Requirement: Your task is to give the number of lines below that contain "overview". Give no other text.

Material supplied:
========================================================================

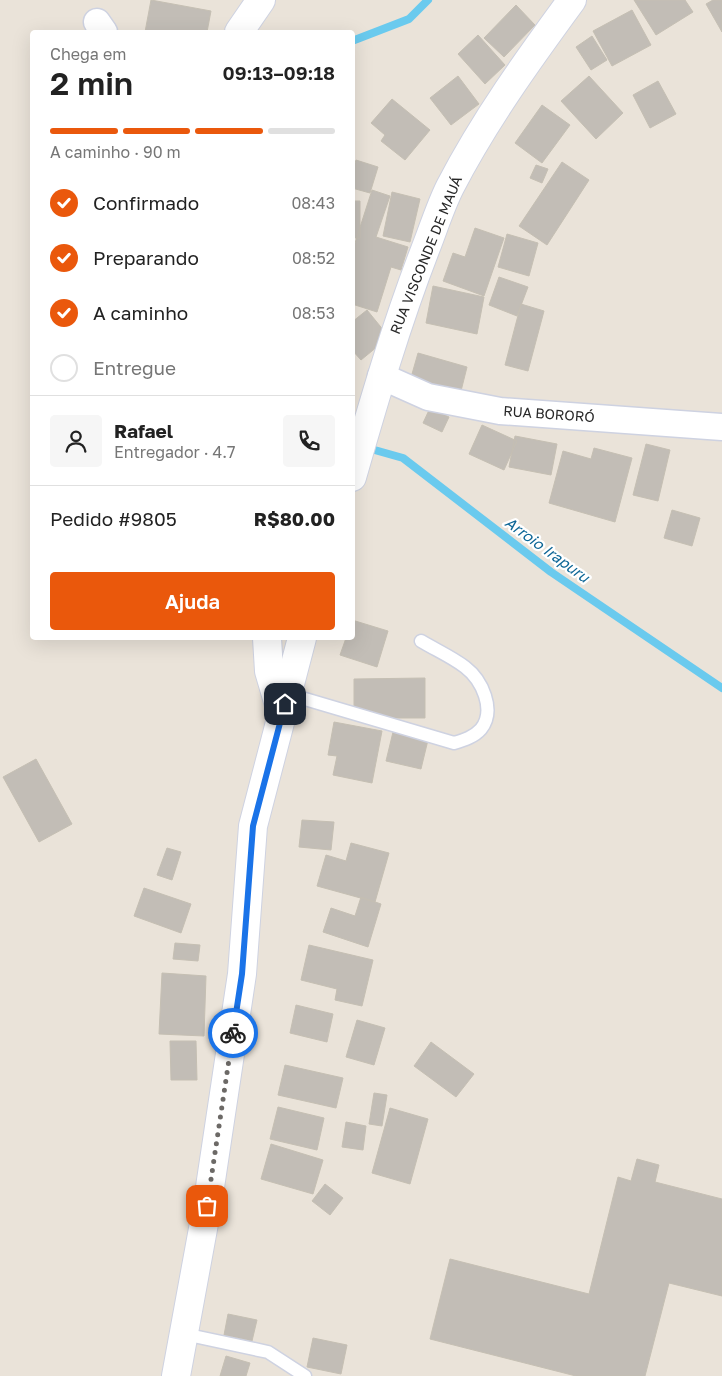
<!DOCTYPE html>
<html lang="pt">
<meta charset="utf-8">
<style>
:root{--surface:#fff;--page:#f6f6f6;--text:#222;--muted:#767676;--line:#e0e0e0;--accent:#ea580c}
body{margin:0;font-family:"Golos Text",sans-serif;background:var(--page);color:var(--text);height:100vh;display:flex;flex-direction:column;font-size:19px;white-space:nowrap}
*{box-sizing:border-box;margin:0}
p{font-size:16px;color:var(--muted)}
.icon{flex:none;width:28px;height:28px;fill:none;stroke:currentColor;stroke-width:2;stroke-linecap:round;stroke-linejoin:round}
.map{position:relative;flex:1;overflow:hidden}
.panel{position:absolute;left:30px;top:30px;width:325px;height:610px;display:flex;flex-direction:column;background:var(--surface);border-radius:5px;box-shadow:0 5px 20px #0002}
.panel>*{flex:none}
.pin{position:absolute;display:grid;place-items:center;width:42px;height:42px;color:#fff;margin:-21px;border-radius:10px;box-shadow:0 2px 8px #0006}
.courier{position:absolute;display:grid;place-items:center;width:50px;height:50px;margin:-25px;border:4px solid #1a73e8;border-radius:50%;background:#fff;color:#222;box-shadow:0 1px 6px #0007}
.overview em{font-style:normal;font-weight:600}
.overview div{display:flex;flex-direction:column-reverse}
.overview{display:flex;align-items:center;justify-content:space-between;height:85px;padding:0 20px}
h1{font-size:32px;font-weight:600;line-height:38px}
.bar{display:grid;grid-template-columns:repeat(4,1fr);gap:8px 5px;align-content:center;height:60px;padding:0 20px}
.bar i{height:6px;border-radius:4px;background:var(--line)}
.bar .on{background:var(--accent)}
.bar p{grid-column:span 4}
.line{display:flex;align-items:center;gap:12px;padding:0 20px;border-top:1px solid var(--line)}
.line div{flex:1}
.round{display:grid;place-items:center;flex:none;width:52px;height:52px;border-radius:5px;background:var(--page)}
ol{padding:0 20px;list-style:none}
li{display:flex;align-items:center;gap:15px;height:55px}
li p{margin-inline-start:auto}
li .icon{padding:5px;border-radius:50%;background:var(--accent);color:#fff;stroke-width:4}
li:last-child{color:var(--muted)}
li i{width:28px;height:28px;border:2px solid var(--line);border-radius:50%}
.primary-button{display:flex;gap:10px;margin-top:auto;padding:10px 20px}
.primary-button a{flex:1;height:58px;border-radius:5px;background:var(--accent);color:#fff;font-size:20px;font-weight:600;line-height:58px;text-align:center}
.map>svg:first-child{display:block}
</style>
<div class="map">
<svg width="722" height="1376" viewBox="0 0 722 1376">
<rect width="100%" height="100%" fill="#eae3d9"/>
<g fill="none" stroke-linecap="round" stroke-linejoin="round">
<!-- stream -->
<path stroke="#6acaee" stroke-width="8" d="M352,41L409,19L428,0
M364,447L403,458L551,572L722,688"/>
</g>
<!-- building -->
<path fill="#c2bdb6" stroke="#c5bfb3" d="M151,0L211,11L207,32H145Z
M634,0H685L693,12L656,35Z
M713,0H722V32L706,4Z
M516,5L535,25L504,57L484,38Z
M632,10L651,45L612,66L593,31Z
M478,35L505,65L485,84L458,54Z
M592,36L607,60L591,70L576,47Z
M458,76L479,104L451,125L430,98Z
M589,76L623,113L596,139L561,101Z
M658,81L676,114L650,128L633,95Z
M392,99L430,130L405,160L381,141L385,135L371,123Z
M542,105L570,125L542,163L515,143Z
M356,160L378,167L370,193L352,188V172Z
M562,162L589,180L547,245L519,226Z
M536,165L548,169L542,183L530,178Z
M372,190L390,196L376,237L408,247L401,270L391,267L377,312L352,304V243H355Z
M392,192L420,199L410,242L383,236Z
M352,201H360V238H352Z
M475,228L504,238L484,296L443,281L453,253L465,257Z
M507,234L538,243L529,276L498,267Z
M499,277L528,287L517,316L489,305Z
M433,286L484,297L477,334L426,323Z
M521,304L544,311L528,371L505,365Z
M367,310L389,337L361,360L352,350V322Z
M418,353L467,367L460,395L410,381Z
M430,408L449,417L442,432L423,423Z
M482,425L517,441L504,470L469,454Z
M515,436L557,444L551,475L509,467Z
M646,444L670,450L658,501L633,495Z
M594,448L632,458L615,522L549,503L563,451L591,459Z
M672,510L700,518L692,546L664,538Z
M352,620L388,631L377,667L340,655L346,638H352Z
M425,678V718H354V679Z
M334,722L382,731L372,783L333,775L337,756L328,755Z
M393,732L428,740L421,769L386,761Z
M36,759L72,824L39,842L3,777Z
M302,820L334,822L331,850L299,847Z
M351,843L389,853L375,902L317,886L326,855L346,861Z
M167,848L181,852L172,880L157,875Z
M144,888L191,904L181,933L134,916Z
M361,897L381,904L368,947L323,932L331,908L355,916Z
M175,943L200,945L198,961L173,959Z
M309,945L373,960L362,1006L335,1000L337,989L301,980Z
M162,973L206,976L204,1036L159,1034Z
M296,1005L333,1014L327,1042L290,1033Z
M357,1020L385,1028L374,1065L346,1057Z
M170,1041H196L197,1080H171Z
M431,1042L474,1074L456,1097L414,1066Z
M285,1065L343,1078L336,1108L278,1095Z
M374,1093L387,1095L382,1126L369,1124Z
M278,1107L324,1118L317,1150L270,1139Z
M390,1108L428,1119L410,1184L372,1173Z
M346,1122L366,1126L363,1150L342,1147Z
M271,1144L323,1160L313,1194L261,1179Z
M637,1159L659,1165L655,1182L722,1199V1296L669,1283L645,1376H576L430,1339L450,1259L589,1294L618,1177L631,1181Z
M325,1184L343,1198L330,1215L312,1201Z
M228,1314L257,1320L252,1341L224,1335Z
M313,1338L347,1345L341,1374L307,1367Z
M226,1356L250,1363L246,1376H220Z"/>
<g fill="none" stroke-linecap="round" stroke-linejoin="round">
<!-- service casing -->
<g stroke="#ced2e1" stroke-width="15">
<path id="service" d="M288,694L454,743C464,740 474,737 481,729C496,710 482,680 465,667C452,657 436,650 421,641
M184,1334L268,1352L305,1376"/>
</g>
<!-- minor casing -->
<g stroke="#ced2e1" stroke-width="29">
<path id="minor" d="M97,22L104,32
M381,376L428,397L500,411L722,427"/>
</g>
<!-- tertiary casing -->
<g stroke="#ced2e1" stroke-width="30">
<path id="tertiary" d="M239,32L261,0
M267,638L269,671L282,715"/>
</g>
<!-- secondary casing -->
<g stroke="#ced2e1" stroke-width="30">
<path id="secondary" d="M352,477C374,401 396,325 425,250C433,230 440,207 450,187C484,121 528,60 572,0
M176,1376L207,1207L242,974L253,826L302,638"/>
</g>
<!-- service -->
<use href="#service" stroke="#fff" stroke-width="12"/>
<!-- minor -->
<use href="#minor" stroke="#fff" stroke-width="26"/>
<!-- tertiary -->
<use href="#tertiary" stroke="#fff" stroke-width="28"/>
<!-- secondary -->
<use href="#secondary" stroke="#fff" stroke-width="28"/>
</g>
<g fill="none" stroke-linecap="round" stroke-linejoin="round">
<!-- done -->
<path stroke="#6c6966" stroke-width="5" stroke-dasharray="0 9" d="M207,1206L233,1033"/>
<!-- route -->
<path stroke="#1a73e8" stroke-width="6" d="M233,1033L242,974L253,826L285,704"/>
</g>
<g text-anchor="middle" stroke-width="4.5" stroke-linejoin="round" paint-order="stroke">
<!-- street labels -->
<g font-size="14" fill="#282828" stroke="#fff">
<text transform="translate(426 255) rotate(-68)" y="5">RUA VISCONDE DE MAUÁ</text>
<text transform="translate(549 414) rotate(4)" y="5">RUA BORORÓ</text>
</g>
<!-- water labels -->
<g font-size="15" font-style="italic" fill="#0d6696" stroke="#fff">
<text transform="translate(547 550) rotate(36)" y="5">Arroio Irapuru</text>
</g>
</g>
</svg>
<div class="pin" style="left:207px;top:1206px;background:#ea580c"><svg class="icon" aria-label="bag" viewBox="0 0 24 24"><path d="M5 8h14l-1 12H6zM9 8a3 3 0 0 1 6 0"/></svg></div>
<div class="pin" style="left:285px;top:704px;background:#1f2937"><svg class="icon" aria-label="home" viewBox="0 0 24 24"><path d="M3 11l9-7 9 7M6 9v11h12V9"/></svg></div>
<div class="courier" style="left:233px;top:1033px"><svg class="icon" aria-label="bike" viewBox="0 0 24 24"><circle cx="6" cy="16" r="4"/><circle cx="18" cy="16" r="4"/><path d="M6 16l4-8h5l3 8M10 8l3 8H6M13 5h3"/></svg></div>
<section class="panel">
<div class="overview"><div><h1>2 min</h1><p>Chega em</p></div><em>09:13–09:18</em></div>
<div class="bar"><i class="on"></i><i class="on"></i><i class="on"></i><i></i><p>A caminho · 90 m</p></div>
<ol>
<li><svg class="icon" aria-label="check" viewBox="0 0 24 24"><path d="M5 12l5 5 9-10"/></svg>Confirmado<p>08:43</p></li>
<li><svg class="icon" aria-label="check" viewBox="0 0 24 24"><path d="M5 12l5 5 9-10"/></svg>Preparando<p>08:52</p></li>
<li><svg class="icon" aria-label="check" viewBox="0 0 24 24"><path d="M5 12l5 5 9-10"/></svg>A caminho<p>08:53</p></li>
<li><i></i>Entregue</li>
</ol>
<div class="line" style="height:90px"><a class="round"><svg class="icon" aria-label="person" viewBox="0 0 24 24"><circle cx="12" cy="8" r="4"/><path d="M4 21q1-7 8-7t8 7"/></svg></a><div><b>Rafael</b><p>Entregador · 4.7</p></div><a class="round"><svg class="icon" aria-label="phone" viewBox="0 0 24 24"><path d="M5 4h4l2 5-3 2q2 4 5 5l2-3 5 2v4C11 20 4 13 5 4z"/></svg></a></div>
<div class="line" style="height:65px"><div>Pedido #9805</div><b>R$80.00</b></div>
<div class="primary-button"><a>Ajuda</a></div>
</section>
</div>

========================================================================

Task answer: 4